(Saved data entries)
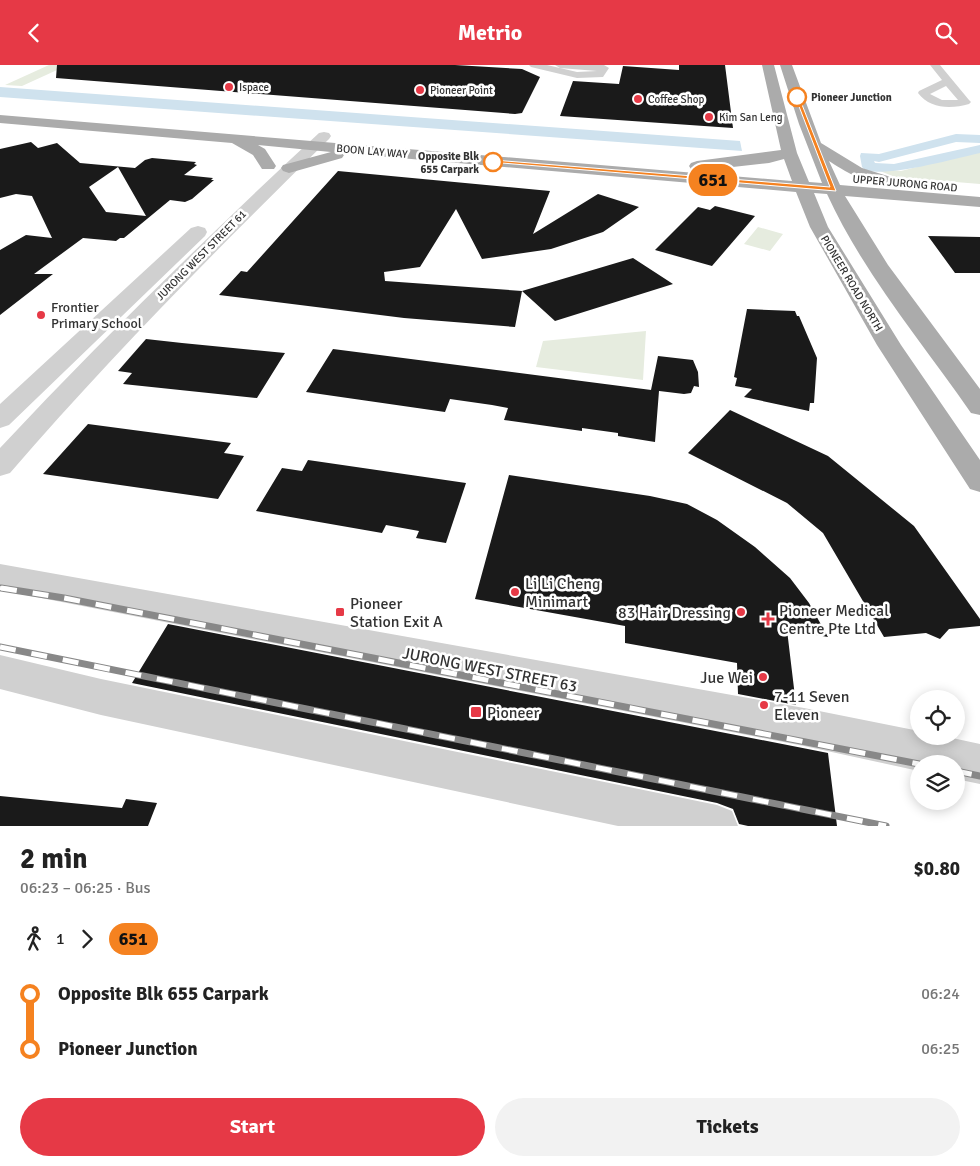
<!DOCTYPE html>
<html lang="en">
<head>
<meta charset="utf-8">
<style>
  :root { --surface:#fff; --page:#f2f2f2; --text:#222; --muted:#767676; --accent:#e63946 }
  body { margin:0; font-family:Signika,sans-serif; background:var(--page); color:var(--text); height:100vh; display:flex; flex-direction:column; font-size:19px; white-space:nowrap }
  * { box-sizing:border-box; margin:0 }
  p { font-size:16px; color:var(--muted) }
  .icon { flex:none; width:28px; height:28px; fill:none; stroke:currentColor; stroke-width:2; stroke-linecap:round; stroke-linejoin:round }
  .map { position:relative; height:761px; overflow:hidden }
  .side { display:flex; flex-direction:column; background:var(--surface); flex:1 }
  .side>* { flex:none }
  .badge { padding:0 10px; border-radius:16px; font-size:18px; line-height:32px }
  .buttons { position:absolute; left:910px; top:625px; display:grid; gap:10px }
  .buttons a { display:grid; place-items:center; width:55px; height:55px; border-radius:50%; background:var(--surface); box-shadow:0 2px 12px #0003; font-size:25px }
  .map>.badge { position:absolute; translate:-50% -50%; box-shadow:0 0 0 2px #fff }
  .legs { display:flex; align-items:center; gap:8px; height:55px; padding:0 20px; font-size:16px }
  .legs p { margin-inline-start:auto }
  .headline { display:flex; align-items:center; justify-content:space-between; height:85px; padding:0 20px }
  h1 { font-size:28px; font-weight:800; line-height:38px }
  .cta { display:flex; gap:10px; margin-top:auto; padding:10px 20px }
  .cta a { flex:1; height:58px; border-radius:30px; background:var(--accent); color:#fff; font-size:20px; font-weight:800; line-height:58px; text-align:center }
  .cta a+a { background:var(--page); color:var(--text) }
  ul { padding:0 20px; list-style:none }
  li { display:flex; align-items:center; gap:18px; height:55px; font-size:19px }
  li i { display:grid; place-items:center; width:8px; height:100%; margin:0 6px; background:currentColor }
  li i::after { content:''; width:12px; height:12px; margin:-6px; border:4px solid; border-radius:50%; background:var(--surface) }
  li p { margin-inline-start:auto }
  li:first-child i { background:linear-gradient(#0000 50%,currentColor 0) }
  li:last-child i { background:linear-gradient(currentColor 50%,#0000 0) }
  header { display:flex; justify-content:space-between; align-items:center; height:65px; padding:0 20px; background:var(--accent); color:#fff; font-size:22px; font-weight:800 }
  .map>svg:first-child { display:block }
</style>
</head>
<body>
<header><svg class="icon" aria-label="back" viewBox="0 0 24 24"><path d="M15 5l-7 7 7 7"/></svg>Metrio<svg class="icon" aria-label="search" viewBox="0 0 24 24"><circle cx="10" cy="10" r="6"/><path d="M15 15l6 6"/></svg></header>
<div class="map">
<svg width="980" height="761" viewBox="0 0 980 761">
  <rect width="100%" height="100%" fill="#fff"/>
  <!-- green -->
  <path fill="#e6ecdf" d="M49 0H68L22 21 5 20Z
    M980 86V119L895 112 870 102 901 106Z
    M758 162 783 169 770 186 744 179Z
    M646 266 643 315 536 302 543 276Z"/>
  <!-- water -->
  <path fill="#cfe2ee" d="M0 22 740 76 742 86 0 32Z"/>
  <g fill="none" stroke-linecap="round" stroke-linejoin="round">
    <!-- canal -->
    <path fill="#cfe2ee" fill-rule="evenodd" d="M956 69 980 70V78L956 77 879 97 874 96 875 98 894 99 980 80V88C960 92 874 117 862 102L860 91 861 88 879 89Z"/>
  </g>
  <!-- building -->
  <path fill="#1a1a1a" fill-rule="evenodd" d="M57 0H455L522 4 540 12 522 48 515 49 56 13Z
    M679 0H725L733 63 560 51 573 16 619 19 623 1 679 5Z
    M31 77 38 83 57 78 80 98 135 103 145 95 152 93 196 97 194 99 197 100 184 110 213 113 211 115H214L192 134 185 137 170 135 124 173H120L116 176 83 173 34 209H53L0 250V185L26 170 52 173 32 131 16 129 0 133V84ZM118 102 146 151 106 147 89 122Z
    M338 106 550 126 533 169 598 129 639 142 603 167 551 184 482 194 456 144 420 202 384 207 385 216 522 226 633 193 673 219 555 256 522 226 515 262 404 253 219 230 241 206 247 207Z
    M715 141 755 151 712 201 655 185 698 142 710 145Z
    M928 171 980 172V208H955Z
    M747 244 795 246 797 251H799L817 293 814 338H810L809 346 744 332 752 324 735 321 737 313 734 312Z
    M146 274 182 278 285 288 257 333 123 319 132 308 118 306Z
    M333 284 659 326 655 377 618 371V368L582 363V366L504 355 508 343 492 340 450 334 445 347 306 327Z
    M658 291 693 295 698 307 699 322 694 321 691 328 684 329 651 325Z
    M730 345 828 391 914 461 980 554V561L949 564 940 574 926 568 884 572 823 468 787 438 688 388Z
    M88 359 231 378 224 388 244 391 218 434 43 409Z
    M308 395 466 418 446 478 416 473 419 466 386 460 382 468 256 446 282 403 302 406Z
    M509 410 650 431 687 439 717 455 755 482 790 513 809 538 828 572 787 565 796 640 738 629 737 598 625 578V561L475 534Z
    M168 559 828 688 837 761H748L739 759 733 744 717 738 132 618Z
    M0 731 122 743 126 734 157 738 148 761H0Z"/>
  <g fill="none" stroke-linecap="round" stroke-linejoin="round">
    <!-- minor -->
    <path fill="#d0d0d0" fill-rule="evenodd" d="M529 0H547L577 7 597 6 560 3 555 0H604L609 3 603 12 577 13 531 2Z
      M930 0H940L969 35 971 37 969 39C951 44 930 44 918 28L919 26 942 15ZM946 21 958 35H942L930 29Z"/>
    <!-- tertiary -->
    <path fill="#d0d0d0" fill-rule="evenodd" d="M324 67 329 68 331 71 329 74C219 182 111 291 10 408L0 411V383C102 274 209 170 319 68Z
      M198 161 205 163 207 167 205 171 9 360 0 363V339L191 163Z
      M0 499 804 643 919 666V671H943L980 679V719L956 714V699H919V706L804 681 0 525Z
      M0 590 101 614 717 740 732 746 738 761H618L101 650 0 624Z"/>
    <!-- primary -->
    <path fill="#ababab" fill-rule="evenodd" d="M762 0H774L797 88 809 117 822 118 799 59 780 0H792L821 78 862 103 894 113 896 117 894 121C876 125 844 106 829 96L840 120 980 132V142L845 131 888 200 980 324V350L971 348C922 277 863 208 827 129L814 128 828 162 901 280 980 395V427L970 424 877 280 810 162 796 127 342 88 344 90 342 93 289 108 283 106 281 103 283 100 331 87 258 80 265 84 276 101 274 104H262L253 90 232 78 0 58V50L792 116 784 94 769 98 697 106 691 104 689 101 691 98 697 96 781 85Z"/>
    <defs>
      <path id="rail-far1" d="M0 523 9 524"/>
      <path id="rail" d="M1 523 64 533 919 699
        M0 582 886 761
        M956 706 980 711"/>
    </defs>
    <!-- rail-far1 casing -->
    <use href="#rail-far1" stroke="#888" stroke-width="5.5"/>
    <!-- rail casing -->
    <use href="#rail" stroke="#888" stroke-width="7"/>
    <!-- rail-far1 -->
    <use href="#rail-far1" stroke="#fff" stroke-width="4" stroke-dasharray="12" stroke-linecap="butt"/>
    <!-- rail -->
    <use href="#rail" stroke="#fff" stroke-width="5" stroke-dasharray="16" stroke-linecap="butt"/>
  </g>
  <!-- line-1 -->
  <path fill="#f58220" stroke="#fff" d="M795 31 799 32 836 126 490 97 493 95 830 122Z"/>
  <!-- markers -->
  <g fill="#e63946" stroke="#fff" stroke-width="2">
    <circle cx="229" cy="22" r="5"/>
    <circle cx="420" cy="25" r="5"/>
    <circle cx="638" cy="34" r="5"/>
    <circle cx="709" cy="52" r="5"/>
    <circle cx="41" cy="250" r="5"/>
    <circle cx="515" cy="527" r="5"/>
    <rect x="335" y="542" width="10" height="10" rx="2.5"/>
    <circle cx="741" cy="547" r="5"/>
    <path d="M765.5 546.5h5v5h5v5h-5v5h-5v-5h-5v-5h5z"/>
    <circle cx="763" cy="612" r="5"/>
    <circle cx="764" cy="640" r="5"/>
    <rect x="470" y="641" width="12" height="12" rx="2.5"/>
  </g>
  <g fill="#fff" stroke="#f58220" stroke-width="2.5">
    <circle cx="797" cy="32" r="9"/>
    <circle cx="493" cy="97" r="9"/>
  </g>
  <g text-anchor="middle" stroke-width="5" stroke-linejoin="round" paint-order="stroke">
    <!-- far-poi labels -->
    <g font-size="11" fill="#333" stroke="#fff" text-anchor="start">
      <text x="239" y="26">Ispace</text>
      <text x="430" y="29">Pioneer Point</text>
      <text x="648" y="38">Coffee Shop</text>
      <text x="719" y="56">Kim San Leng</text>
    </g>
    <!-- far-stop labels -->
    <g font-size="11" font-weight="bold" fill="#333" stroke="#fff" text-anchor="start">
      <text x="811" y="36">Pioneer Junction</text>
      <text x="479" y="95" text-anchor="end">Opposite Blk<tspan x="479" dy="13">655 Carpark</tspan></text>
    </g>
    <!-- far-street labels -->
    <g font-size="11" fill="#333" stroke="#fff">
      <text transform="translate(372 86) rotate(5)" y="4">BOON LAY WAY</text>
      <text transform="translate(905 118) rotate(5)" y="4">UPPER JURONG ROAD</text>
      <text transform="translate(201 190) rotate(-45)" y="4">JURONG WEST STREET 61</text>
      <text transform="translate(852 218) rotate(59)" y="4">PIONEER ROAD NORTH</text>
    </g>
    <!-- poi labels -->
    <g font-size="14" fill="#333" stroke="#fff" text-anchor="start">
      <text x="51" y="247">Frontier<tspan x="51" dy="16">Primary School</tspan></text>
    </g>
    <!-- near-poi labels -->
    <g font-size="16" fill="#333" stroke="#fff" text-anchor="start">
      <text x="525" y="524">Li Li Cheng<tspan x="525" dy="18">Minimart</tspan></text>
      <text x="350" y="544">Pioneer<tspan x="350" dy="18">Station Exit A</tspan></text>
      <text x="779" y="551">Pioneer Medical<tspan x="779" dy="18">Centre Pte Ltd</tspan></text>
      <text x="731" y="553" text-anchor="end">83 Hair Dressing</text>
      <text x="753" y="618" text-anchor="end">Jue Wei</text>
      <text x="774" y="637">7-11 Seven<tspan x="774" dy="18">Eleven</tspan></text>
      <text x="487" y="653">Pioneer</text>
    </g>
    <!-- near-street labels -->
    <g font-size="16" fill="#333" stroke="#fff">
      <text transform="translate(490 604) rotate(11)" y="6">JURONG WEST STREET 63</text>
    </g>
  </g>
</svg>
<div class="buttons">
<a><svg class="icon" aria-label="locate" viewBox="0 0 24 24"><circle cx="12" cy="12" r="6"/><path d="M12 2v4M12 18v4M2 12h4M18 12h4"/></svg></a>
<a><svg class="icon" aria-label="layers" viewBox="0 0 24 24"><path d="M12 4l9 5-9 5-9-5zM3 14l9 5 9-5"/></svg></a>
</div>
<b class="badge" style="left:713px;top:115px;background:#f58220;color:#111">651</b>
</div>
<section class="side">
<div class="headline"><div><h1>2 min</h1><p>06:23 – 06:25 · Bus</p></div><b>$0.80</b></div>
<div class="legs"><svg class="icon" aria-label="walk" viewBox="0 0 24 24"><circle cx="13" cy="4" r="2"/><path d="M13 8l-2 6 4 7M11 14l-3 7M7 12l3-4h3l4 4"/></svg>1<svg class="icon" aria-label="forward" viewBox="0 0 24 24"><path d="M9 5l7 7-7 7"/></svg><b class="badge" style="background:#f58220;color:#111">651</b></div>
<ul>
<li><i style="color:#f58220"></i><b>Opposite Blk 655 Carpark</b><p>06:24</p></li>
<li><i style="color:#f58220"></i><b>Pioneer Junction</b><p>06:25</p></li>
</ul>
<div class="cta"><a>Start</a><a>Tickets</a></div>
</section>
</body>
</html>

- [YOUR ASSIGNMENT] From the records above, extract exactly and only the lines that begin at the line with "display:flex; flex-direction:column; background:var(--surface);" and stop after the line with "position:absolute; left:910px; top:625px;".

- [WRITTEN ANSWER]
  .side { display:flex; flex-direction:column; background:var(--surface); flex:1 }
  .side>* { flex:none }
  .badge { padding:0 10px; border-radius:16px; font-size:18px; line-height:32px }
  .buttons { position:absolute; left:910px; top:625px; display:grid; gap:10px }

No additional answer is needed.